Logikanya orang sakit ke rumah sakit, pasti ingin sembuh. Akal sehat dalam logika kapitalistik saat ini yang umum, ‘obat adalah penyembuh penyakit’. Dialektika ini telah menseduksi (percaya tanpa berpikir logis) siapa saja yang berhubungan dengan perkataan ‘sakit’. Dialektika inilah yang dikuasai oleh mereka para pemburu rente bagi si sakit yang dianggap ‘mangsa’. Sebab dengan kekuatan konspirasi ini diperoleh keuntungan besar yang menghidupi industri pengobatan. Orang sakit bukan lagi yang harus atau wajib diobati, melainkan mangsa yang harus dijadikan atau ketergantungan tetap menjadi ‘sakit’. Sehingga si Pengantar pun menjadi ‘Pesakitan’.

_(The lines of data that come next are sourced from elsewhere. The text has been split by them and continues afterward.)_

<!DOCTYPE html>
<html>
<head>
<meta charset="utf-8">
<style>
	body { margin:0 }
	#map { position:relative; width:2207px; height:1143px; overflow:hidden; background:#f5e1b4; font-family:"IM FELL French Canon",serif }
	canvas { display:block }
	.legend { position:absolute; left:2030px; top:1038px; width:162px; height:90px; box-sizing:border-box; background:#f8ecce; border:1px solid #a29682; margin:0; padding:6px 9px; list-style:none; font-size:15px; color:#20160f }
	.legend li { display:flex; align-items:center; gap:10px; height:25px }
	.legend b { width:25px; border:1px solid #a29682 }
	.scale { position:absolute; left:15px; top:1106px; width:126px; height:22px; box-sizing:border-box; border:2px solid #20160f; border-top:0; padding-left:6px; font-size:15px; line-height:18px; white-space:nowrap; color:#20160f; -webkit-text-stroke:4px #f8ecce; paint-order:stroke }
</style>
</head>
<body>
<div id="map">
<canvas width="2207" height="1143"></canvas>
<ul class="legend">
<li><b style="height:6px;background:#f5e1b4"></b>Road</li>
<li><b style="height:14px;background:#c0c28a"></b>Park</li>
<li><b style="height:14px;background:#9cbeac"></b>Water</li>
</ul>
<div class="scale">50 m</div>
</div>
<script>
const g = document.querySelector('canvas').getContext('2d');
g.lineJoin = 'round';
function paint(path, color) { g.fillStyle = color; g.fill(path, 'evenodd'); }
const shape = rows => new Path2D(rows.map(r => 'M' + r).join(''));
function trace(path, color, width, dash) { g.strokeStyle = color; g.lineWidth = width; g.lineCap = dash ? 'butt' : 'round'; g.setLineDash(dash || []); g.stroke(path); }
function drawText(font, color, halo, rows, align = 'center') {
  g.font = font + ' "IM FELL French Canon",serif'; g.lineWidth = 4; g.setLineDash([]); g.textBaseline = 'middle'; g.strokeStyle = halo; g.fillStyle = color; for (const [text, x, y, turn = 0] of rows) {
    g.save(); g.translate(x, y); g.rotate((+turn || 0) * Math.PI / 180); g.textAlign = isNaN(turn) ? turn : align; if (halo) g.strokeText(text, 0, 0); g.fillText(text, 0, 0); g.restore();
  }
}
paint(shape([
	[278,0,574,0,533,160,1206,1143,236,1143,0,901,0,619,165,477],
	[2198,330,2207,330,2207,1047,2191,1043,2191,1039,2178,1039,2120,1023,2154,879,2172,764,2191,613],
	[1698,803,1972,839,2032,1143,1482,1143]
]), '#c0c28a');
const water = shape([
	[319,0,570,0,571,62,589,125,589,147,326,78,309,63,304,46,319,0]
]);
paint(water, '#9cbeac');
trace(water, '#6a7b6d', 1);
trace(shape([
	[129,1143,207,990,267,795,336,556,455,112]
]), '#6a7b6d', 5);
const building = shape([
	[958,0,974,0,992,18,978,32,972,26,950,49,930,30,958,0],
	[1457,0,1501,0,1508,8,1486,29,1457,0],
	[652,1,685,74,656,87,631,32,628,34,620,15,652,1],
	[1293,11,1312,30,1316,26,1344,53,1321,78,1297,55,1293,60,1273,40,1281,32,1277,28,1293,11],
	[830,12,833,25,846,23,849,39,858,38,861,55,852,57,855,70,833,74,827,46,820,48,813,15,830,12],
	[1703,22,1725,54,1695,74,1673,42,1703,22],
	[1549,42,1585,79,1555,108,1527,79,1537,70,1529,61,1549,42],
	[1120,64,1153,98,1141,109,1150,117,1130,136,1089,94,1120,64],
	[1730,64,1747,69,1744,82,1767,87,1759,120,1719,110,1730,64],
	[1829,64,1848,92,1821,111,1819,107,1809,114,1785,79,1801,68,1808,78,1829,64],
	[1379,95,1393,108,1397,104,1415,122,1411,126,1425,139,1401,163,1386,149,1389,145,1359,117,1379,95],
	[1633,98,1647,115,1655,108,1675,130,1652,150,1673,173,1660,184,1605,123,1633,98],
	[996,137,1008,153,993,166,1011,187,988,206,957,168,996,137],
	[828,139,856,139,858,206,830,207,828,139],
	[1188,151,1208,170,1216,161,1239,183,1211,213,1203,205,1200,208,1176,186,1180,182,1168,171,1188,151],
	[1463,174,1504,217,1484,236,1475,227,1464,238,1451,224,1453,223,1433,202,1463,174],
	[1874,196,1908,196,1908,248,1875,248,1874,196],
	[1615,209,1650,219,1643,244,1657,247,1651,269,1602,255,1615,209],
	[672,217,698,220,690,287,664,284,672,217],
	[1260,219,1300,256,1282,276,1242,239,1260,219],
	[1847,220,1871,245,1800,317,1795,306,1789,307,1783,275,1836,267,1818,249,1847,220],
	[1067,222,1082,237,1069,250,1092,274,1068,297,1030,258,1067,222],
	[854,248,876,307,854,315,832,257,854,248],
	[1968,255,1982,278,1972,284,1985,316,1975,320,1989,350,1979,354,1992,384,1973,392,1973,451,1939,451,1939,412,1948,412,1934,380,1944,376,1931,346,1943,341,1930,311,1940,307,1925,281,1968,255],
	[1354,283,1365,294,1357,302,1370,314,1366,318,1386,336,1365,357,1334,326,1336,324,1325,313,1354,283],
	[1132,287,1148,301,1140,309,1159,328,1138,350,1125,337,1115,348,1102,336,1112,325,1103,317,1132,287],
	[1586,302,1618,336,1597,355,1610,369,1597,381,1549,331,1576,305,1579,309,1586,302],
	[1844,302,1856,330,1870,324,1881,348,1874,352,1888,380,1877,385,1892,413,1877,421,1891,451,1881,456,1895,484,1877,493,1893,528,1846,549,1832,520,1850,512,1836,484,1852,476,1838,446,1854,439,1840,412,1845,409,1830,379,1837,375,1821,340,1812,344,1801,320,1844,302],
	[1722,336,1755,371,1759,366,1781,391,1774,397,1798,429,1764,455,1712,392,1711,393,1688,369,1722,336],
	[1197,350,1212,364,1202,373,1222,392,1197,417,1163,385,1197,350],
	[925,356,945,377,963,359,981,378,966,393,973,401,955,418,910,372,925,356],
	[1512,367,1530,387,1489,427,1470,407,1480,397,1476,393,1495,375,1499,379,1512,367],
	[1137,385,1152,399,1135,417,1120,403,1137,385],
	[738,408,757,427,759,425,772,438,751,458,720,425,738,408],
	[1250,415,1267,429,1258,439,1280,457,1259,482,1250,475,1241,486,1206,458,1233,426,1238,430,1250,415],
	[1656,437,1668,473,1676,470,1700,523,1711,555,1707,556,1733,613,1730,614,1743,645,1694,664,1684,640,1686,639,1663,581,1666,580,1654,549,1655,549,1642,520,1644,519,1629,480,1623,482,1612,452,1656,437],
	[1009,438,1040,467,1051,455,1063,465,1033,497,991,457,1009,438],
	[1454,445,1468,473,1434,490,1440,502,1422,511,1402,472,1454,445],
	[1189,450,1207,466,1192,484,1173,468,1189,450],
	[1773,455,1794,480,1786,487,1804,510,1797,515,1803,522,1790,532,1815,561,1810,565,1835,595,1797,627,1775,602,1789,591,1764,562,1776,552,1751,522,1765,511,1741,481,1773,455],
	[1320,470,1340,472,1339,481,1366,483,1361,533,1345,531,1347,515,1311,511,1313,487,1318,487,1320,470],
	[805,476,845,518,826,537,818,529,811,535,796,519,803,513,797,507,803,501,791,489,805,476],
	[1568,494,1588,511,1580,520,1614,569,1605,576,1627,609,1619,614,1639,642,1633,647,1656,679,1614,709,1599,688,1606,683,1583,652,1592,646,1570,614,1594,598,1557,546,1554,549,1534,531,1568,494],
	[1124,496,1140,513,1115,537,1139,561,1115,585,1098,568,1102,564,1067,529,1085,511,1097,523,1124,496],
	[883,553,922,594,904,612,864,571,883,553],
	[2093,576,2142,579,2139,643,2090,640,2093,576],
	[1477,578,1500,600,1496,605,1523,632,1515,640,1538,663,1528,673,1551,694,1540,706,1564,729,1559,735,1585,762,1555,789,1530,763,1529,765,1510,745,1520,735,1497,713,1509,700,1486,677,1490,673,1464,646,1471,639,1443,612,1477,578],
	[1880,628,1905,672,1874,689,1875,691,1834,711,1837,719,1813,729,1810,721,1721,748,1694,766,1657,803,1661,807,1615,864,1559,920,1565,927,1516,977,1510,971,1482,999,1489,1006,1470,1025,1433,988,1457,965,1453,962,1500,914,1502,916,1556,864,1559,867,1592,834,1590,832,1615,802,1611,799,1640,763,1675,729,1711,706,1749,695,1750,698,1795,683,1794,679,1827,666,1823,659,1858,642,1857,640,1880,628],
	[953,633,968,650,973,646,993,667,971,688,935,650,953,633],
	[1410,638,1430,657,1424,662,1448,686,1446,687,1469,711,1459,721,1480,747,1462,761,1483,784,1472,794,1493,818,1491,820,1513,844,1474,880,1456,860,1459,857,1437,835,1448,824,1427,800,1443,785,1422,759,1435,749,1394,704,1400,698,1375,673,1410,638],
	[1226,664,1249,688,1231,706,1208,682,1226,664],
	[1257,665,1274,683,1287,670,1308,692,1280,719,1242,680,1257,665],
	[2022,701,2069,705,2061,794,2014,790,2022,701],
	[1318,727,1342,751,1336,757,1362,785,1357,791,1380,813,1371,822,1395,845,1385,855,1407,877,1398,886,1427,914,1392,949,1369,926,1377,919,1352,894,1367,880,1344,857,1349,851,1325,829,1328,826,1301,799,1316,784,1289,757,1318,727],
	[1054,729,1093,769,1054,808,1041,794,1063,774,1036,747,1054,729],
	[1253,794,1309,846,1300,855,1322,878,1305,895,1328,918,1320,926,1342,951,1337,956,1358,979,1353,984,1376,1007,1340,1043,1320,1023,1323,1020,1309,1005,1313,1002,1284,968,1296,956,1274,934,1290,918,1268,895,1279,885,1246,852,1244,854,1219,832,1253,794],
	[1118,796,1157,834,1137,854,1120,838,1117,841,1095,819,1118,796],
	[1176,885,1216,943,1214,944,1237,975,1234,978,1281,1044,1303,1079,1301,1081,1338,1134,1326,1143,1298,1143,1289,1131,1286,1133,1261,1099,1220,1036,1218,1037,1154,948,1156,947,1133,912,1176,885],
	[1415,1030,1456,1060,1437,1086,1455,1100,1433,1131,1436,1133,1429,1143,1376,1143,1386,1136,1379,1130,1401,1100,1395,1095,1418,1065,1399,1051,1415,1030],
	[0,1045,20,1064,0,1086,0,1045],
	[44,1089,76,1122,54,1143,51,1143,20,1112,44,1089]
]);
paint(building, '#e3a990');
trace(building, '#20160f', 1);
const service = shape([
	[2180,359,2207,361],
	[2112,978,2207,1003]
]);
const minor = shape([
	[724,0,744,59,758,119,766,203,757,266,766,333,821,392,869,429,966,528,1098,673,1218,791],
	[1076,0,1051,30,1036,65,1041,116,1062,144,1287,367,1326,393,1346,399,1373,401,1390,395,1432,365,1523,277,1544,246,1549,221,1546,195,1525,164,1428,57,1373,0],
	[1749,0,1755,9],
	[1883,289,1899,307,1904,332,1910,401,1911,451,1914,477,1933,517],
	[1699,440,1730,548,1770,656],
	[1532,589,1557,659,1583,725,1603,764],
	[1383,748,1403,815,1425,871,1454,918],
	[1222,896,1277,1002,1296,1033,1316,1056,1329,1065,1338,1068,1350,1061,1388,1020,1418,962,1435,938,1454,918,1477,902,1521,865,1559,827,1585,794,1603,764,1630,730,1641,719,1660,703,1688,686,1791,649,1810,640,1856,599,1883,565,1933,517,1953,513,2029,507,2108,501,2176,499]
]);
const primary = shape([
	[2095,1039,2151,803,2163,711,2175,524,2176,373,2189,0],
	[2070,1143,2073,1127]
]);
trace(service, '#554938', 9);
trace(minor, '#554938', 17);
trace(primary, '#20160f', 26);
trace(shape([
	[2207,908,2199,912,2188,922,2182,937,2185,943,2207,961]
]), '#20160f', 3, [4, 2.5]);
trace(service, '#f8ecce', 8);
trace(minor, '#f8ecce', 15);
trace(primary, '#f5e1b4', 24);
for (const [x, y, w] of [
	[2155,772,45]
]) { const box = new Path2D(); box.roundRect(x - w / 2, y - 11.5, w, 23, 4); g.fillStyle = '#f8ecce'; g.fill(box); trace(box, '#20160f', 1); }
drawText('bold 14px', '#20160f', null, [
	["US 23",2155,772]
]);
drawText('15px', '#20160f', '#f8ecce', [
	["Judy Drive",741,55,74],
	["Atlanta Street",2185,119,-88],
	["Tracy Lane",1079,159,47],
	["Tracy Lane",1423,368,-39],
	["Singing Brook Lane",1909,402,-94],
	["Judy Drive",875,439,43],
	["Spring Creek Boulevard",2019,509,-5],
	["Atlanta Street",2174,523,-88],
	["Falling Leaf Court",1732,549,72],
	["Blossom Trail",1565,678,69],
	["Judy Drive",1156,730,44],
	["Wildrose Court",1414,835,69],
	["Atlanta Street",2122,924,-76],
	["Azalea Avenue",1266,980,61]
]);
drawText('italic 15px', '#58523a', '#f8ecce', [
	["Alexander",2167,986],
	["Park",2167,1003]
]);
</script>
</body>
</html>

Berdasarkan pada realitas itu pula ada benarnya pendapat orang alim (ustaz) bahwa, ‘mengurus orang mati hukumnya fardu kifayah’. Hukum ini yang memberikan hak (kewajiban) untuk memilih (pilihan) bagi yang ingin, tanpa paksaan. Sementara mengurus (mengantar) orang sakit ke rumah sakit, walaupun hukumnya menurut ustaz ‘wajib’, Saya menggaransi jika si pengantar tahu jumlah ongkos yang harus dibayarnya kelak, ia pasti akan menjadi ‘Pesakitan’. Dan si pengantar dijamin pasti membatalkan niat baiknya.
Bagaimana dengan Anda? Sependapat dengan Saya? Hipnosis dan NLP dapat membantu jawabannya. Pilihan ada pada Anda.